PROBLEM DETAILS ->
Verbatim copy without images: repeat the records in full.

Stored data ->
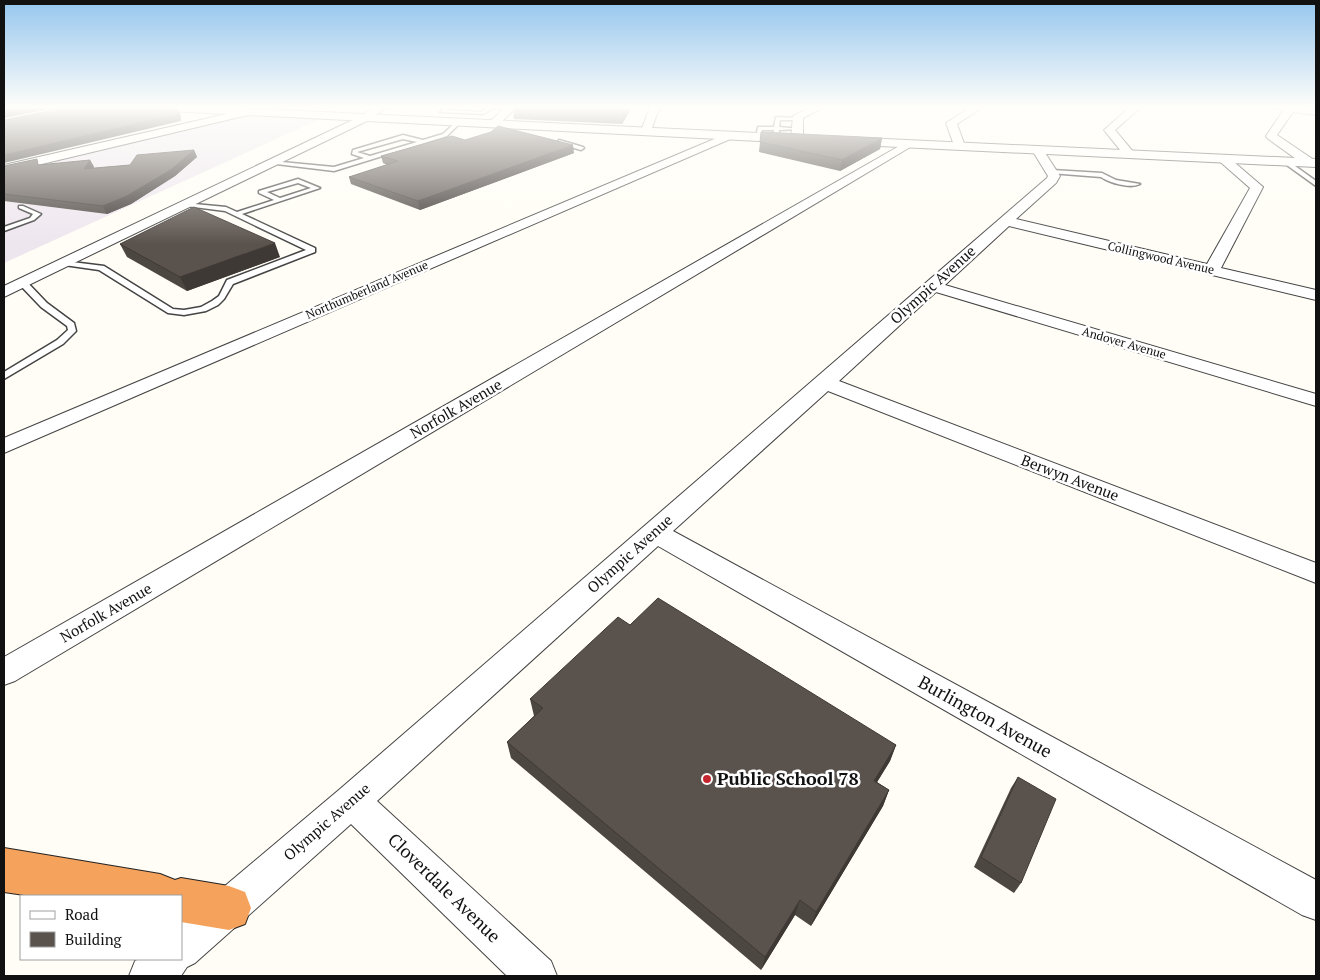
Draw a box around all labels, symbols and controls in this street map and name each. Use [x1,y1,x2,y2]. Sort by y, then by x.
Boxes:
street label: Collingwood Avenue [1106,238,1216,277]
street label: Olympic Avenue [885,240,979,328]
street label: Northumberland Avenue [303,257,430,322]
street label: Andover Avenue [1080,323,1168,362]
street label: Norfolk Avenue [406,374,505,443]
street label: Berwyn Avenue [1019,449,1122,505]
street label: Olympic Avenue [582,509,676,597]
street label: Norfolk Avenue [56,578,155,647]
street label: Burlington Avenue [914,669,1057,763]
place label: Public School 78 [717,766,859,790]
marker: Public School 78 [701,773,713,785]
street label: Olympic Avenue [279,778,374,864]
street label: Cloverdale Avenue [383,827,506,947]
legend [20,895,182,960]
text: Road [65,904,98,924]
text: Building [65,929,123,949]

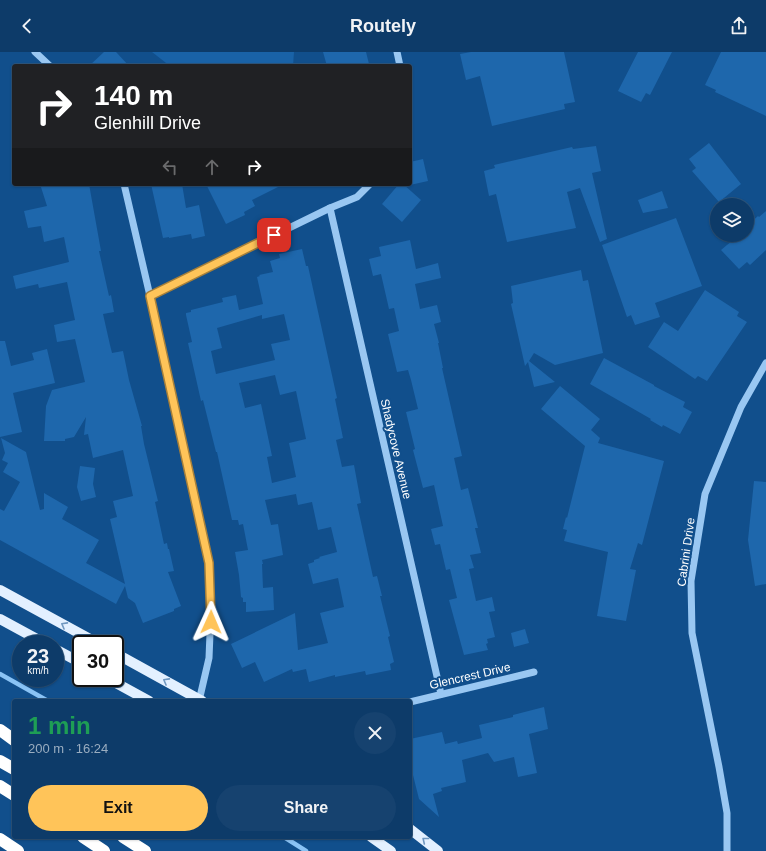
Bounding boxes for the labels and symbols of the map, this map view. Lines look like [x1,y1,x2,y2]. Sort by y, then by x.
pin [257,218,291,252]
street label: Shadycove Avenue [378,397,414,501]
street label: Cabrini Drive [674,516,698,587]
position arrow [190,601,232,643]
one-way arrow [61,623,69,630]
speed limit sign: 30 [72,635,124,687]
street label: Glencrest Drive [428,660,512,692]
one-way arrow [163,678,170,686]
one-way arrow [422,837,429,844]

RESPONSE TO THE EXERCISE ->
Draw a box around all labels, symbols and controls in this street map and name each. Use [x1,y1,x2,y2]. Sort by y, then by x.
Boxes:
street label: Collingwood Avenue [1106,238,1216,277]
street label: Olympic Avenue [885,240,979,328]
street label: Northumberland Avenue [303,257,430,322]
street label: Andover Avenue [1080,323,1168,362]
street label: Norfolk Avenue [406,374,505,443]
street label: Berwyn Avenue [1019,449,1122,505]
street label: Olympic Avenue [582,509,676,597]
street label: Norfolk Avenue [56,578,155,647]
street label: Burlington Avenue [914,669,1057,763]
place label: Public School 78 [717,766,859,790]
marker: Public School 78 [701,773,713,785]
street label: Olympic Avenue [279,778,374,864]
street label: Cloverdale Avenue [383,827,506,947]
legend [20,895,182,960]
text: Road [65,904,98,924]
text: Building [65,929,123,949]

Bounding boxes for the labels and symbols of the map, this map view. Lines look like [x1,y1,x2,y2]. Sort by y, then by x.
pin [257,218,291,252]
street label: Shadycove Avenue [378,397,414,501]
street label: Cabrini Drive [674,516,698,587]
position arrow [190,601,232,643]
one-way arrow [61,623,69,630]
speed limit sign: 30 [72,635,124,687]
street label: Glencrest Drive [428,660,512,692]
one-way arrow [163,678,170,686]
one-way arrow [422,837,429,844]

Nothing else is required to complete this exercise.